Start of Block

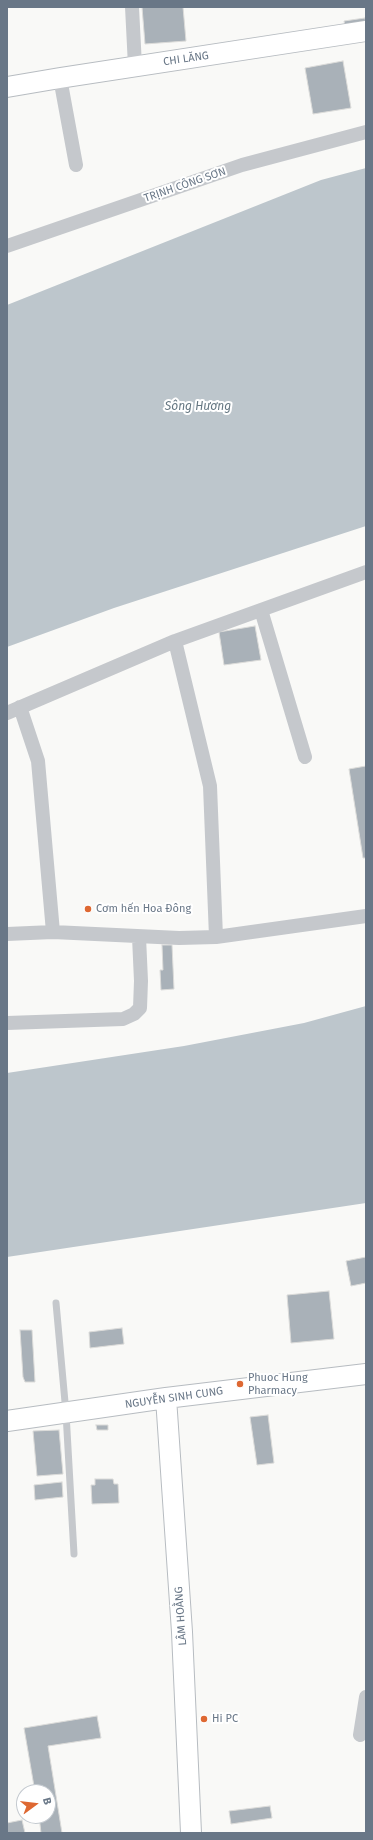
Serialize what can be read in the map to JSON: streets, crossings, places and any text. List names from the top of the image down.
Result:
{
  "streets": {
    "street": [
      "CHI LĂNG",
      "TRỊNH CÔNG SƠN",
      "NGUYỄN SINH CUNG",
      "LÂM HOẰNG"
    ]
  },
  "crossings": [
    ["NGUYỄN SINH CUNG", "LÂM HOẰNG"]
  ],
  "water": ["Sông Hương"],
  "places": ["Cơm hến Hoa Đông", "Phuoc Hung Pharmacy", "Hi PC"],
  "north": "right"
}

End of Block

*EXERCISE GOAL*
Would you copy out the material above exactly, without the pictures in it?

*REPLY*
Serialize what can be read in the map to JSON: streets, crossings, places and any text. List names from the top of the image down.
Result:
{
  "streets": {
    "street": [
      "CHI LĂNG",
      "TRỊNH CÔNG SƠN",
      "NGUYỄN SINH CUNG",
      "LÂM HOẰNG"
    ]
  },
  "crossings": [
    ["NGUYỄN SINH CUNG", "LÂM HOẰNG"]
  ],
  "water": ["Sông Hương"],
  "places": ["Cơm hến Hoa Đông", "Phuoc Hung Pharmacy", "Hi PC"],
  "north": "right"
}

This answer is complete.